* [PROBLEM REQUIREMENTS]: Below are records; copy every line among them that contains the word "France".

================

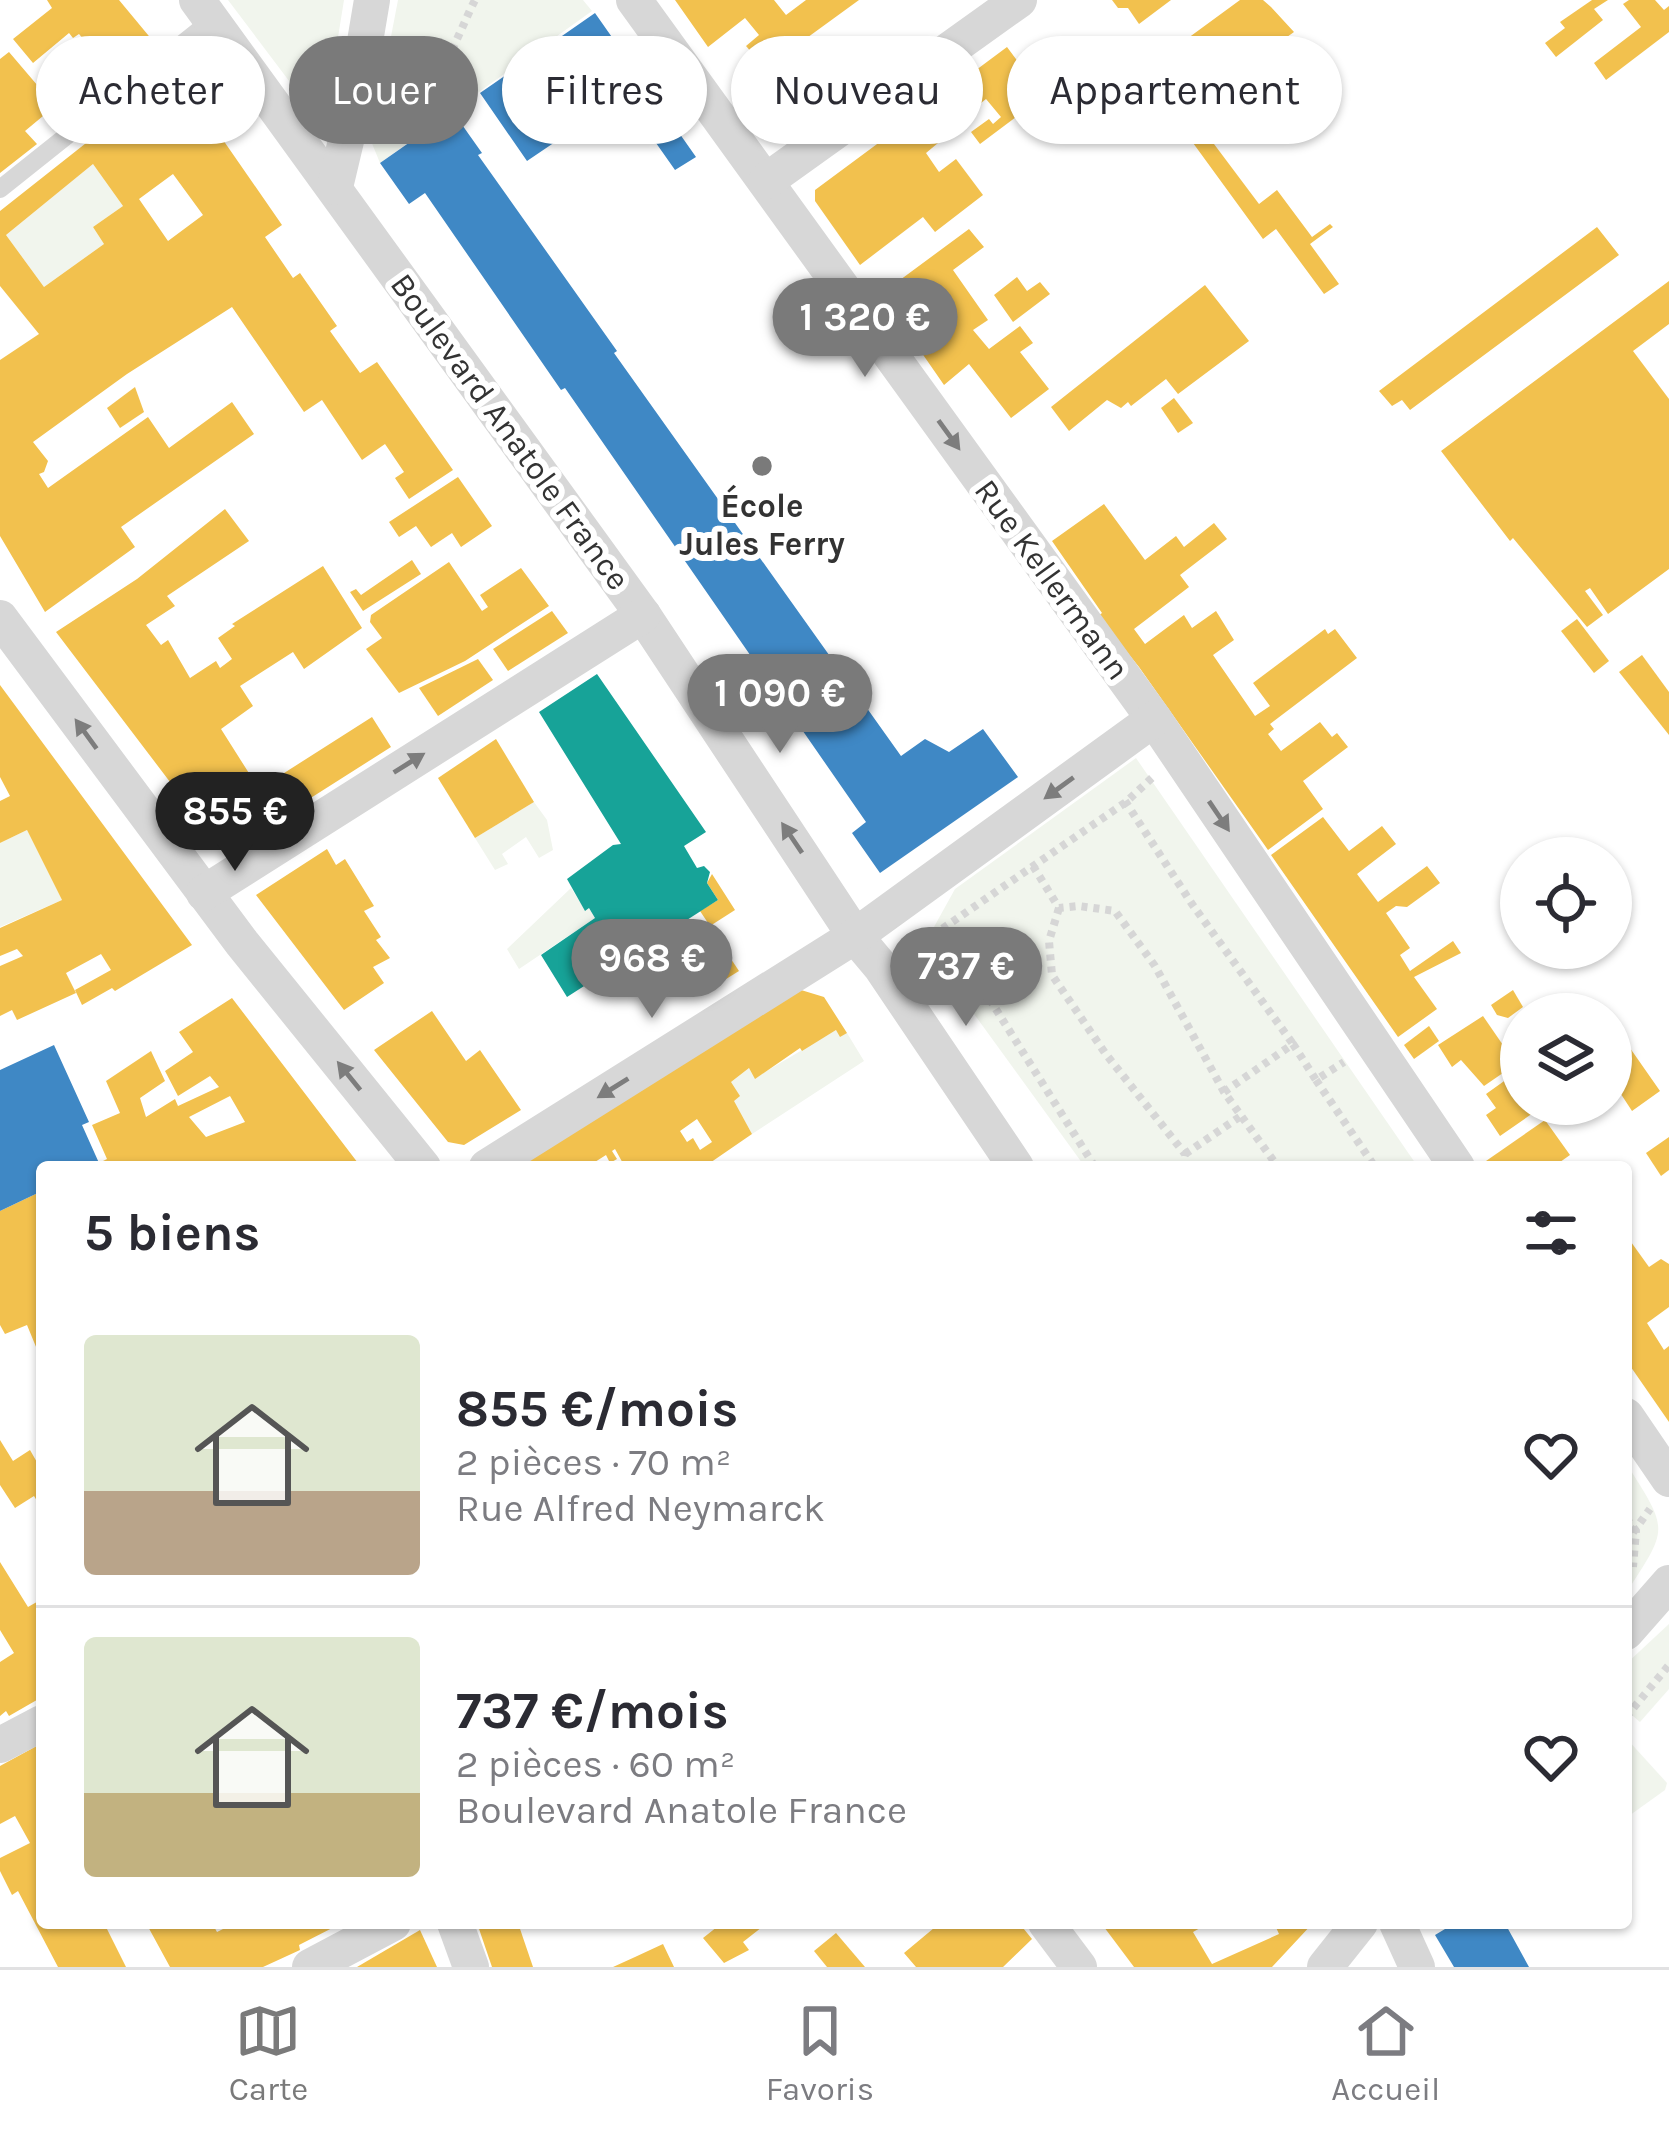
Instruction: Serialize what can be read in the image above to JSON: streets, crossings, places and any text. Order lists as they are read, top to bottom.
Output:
{
  "streets": {
    "street": ["Boulevard Anatole France", "Rue Kellermann"]
  },
  "one_way": ["Rue Kellermann"],
  "places": ["École Jules Ferry"],
  "page": {
    "chip": [
      "Acheter",
      "Louer",
      "Filtres",
      "Nouveau",
      "Appartement"
    ],
    "price": [
      "1 320 €",
      "1 090 €",
      "855 €",
      "968 €",
      "737 €"
    ],
    "heading": "5 biens",
    "list": [
      {
        "name": "855 €/mois",
        "note": "2 pièces · 70 m² · Rue Alfred Neymarck"
      },
      {
        "name": "737 €/mois",
        "note": "2 pièces · 60 m² · Boulevard Anatole France"
      }
    ],
    "tabs": ["Carte", "Favoris", "Accueil"]
  }
}
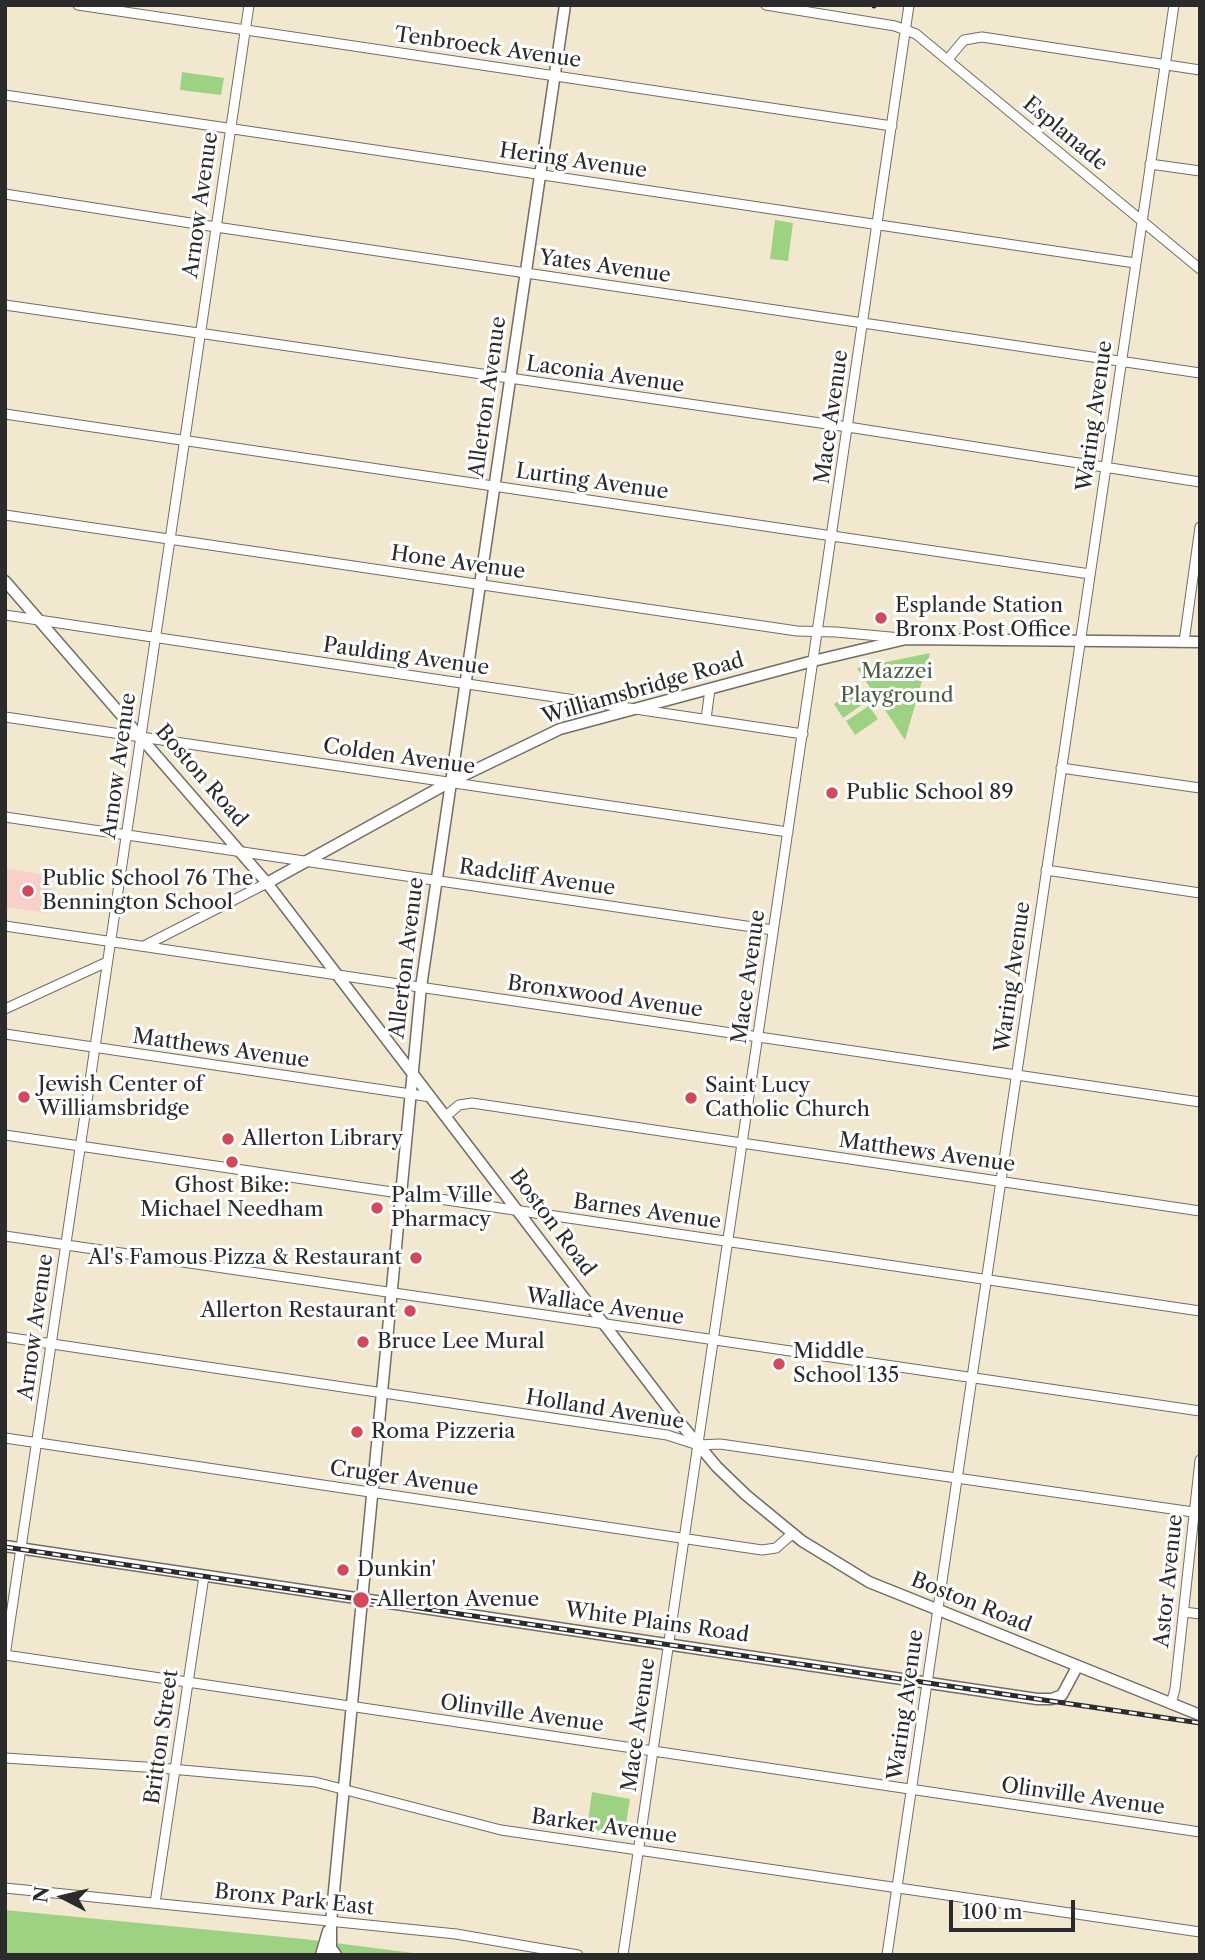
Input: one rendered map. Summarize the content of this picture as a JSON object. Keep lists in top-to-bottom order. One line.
{"streets":{"main road":["Allerton Avenue","Williamsbridge Road","Boston Road","White Plains Road"],"street":["Tenbroeck Avenue","Esplanade","Hering Avenue","Arnow Avenue","Yates Avenue","Laconia Avenue","Waring Avenue","Mace Avenue","Lurting Avenue","Hone Avenue","Paulding Avenue","Colden Avenue","Radcliff Avenue","Bronxwood Avenue","Matthews Avenue","Barnes Avenue","Wallace Avenue","Holland Avenue","Cruger Avenue","Astor Avenue","Olinville Avenue","Britton Street","Barker Avenue","Bronx Park East"]},"crossings":[["Tenbroeck Avenue","Arnow Avenue"],["Tenbroeck Avenue","Allerton Avenue"],["Tenbroeck Avenue","Mace Avenue"],["Esplanade","Waring Avenue"],["Esplanade","Mace Avenue"],["Hering Avenue","Arnow Avenue"],["Hering Avenue","Allerton Avenue"],["Hering Avenue","Waring Avenue"],["Hering Avenue","Mace Avenue"],["Arnow Avenue","Yates Avenue"],["Arnow Avenue","Laconia Avenue"],["Arnow Avenue","Lurting Avenue"],["Arnow Avenue","Hone Avenue"],["Arnow Avenue","Paulding Avenue"],["Arnow Avenue","Colden Avenue"],["Arnow Avenue","Boston Road"],["Arnow Avenue","Radcliff Avenue"],["Arnow Avenue","Bronxwood Avenue"],["Arnow Avenue","Matthews Avenue"],["Arnow Avenue","Barnes Avenue"],["Arnow Avenue","Wallace Avenue"],["Arnow Avenue","Holland Avenue"],["Arnow Avenue","Cruger Avenue"],["Arnow Avenue","White Plains Road"],["Arnow Avenue","Olinville Avenue"],["Yates Avenue","Allerton Avenue"],["Yates Avenue","Waring Avenue"],["Yates Avenue","Mace Avenue"],["Laconia Avenue","Allerton Avenue"],["Laconia Avenue","Waring Avenue"],["Laconia Avenue","Mace Avenue"],["Allerton Avenue","Lurting Avenue"],["Allerton Avenue","Hone Avenue"],["Allerton Avenue","Paulding Avenue"],["Allerton Avenue","Williamsbridge Road"],["Allerton Avenue","Colden Avenue"],["Allerton Avenue","Boston Road"],["Allerton Avenue","Radcliff Avenue"],["Allerton Avenue","Bronxwood Avenue"],["Allerton Avenue","Matthews Avenue"],["Allerton Avenue","Barnes Avenue"],["Allerton Avenue","Wallace Avenue"],["Allerton Avenue","Holland Avenue"],["Allerton Avenue","Cruger Avenue"],["Allerton Avenue","White Plains Road"],["Allerton Avenue","Olinville Avenue"],["Allerton Avenue","Barker Avenue"],["Allerton Avenue","Bronx Park East"],["Waring Avenue","Lurting Avenue"],["Waring Avenue","Williamsbridge Road"],["Waring Avenue","Boston Road"],["Waring Avenue","Bronxwood Avenue"],["Waring Avenue","Matthews Avenue"],["Waring Avenue","Barnes Avenue"],["Waring Avenue","Wallace Avenue"],["Waring Avenue","Holland Avenue"],["Waring Avenue","White Plains Road"],["Waring Avenue","Olinville Avenue"],["Waring Avenue","Barker Avenue"],["Mace Avenue","Lurting Avenue"],["Mace Avenue","Hone Avenue"],["Mace Avenue","Paulding Avenue"],["Mace Avenue","Williamsbridge Road"],["Mace Avenue","Colden Avenue"],["Mace Avenue","Boston Road"],["Mace Avenue","Radcliff Avenue"],["Mace Avenue","Bronxwood Avenue"],["Mace Avenue","Matthews Avenue"],["Mace Avenue","Barnes Avenue"],["Mace Avenue","Wallace Avenue"],["Mace Avenue","Holland Avenue"],["Mace Avenue","Cruger Avenue"],["Mace Avenue","White Plains Road"],["Mace Avenue","Olinville Avenue"],["Mace Avenue","Barker Avenue"],["Hone Avenue","Williamsbridge Road"],["Paulding Avenue","Williamsbridge Road"],["Paulding Avenue","Boston Road"],["Williamsbridge Road","Colden Avenue"],["Williamsbridge Road","Boston Road"],["Williamsbridge Road","Radcliff Avenue"],["Williamsbridge Road","Bronxwood Avenue"],["Colden Avenue","Boston Road"],["Boston Road","Radcliff Avenue"],["Boston Road","Bronxwood Avenue"],["Boston Road","Matthews Avenue"],["Boston Road","Barnes Avenue"],["Boston Road","Wallace Avenue"],["Boston Road","Holland Avenue"],["Boston Road","Cruger Avenue"],["Boston Road","Astor Avenue"],["Boston Road","White Plains Road"],["Holland Avenue","Astor Avenue"],["White Plains Road","Britton Street"],["Olinville Avenue","Britton Street"],["Britton Street","Barker Avenue"],["Britton Street","Bronx Park East"]],"parks":["Mazzei Playground"],"places":["Esplande Station Bronx Post Office","Public School 89","Public School 76 The Bennington School","Jewish Center of Williamsbridge","Saint Lucy Catholic Church","Allerton Library","Ghost Bike: Michael Needham","Palm Ville Pharmacy","Al's Famous Pizza & Restaurant","Allerton Restaurant","Bruce Lee Mural","Middle School 135","Roma Pizzeria","Dunkin'","Allerton Avenue"],"scale_bar":"100 m","north":"left"}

================

* [SOLVED EXERCISE]:
    "street": ["Boulevard Anatole France", "Rue Kellermann"]
        "note": "2 pièces · 60 m² · Boulevard Anatole France"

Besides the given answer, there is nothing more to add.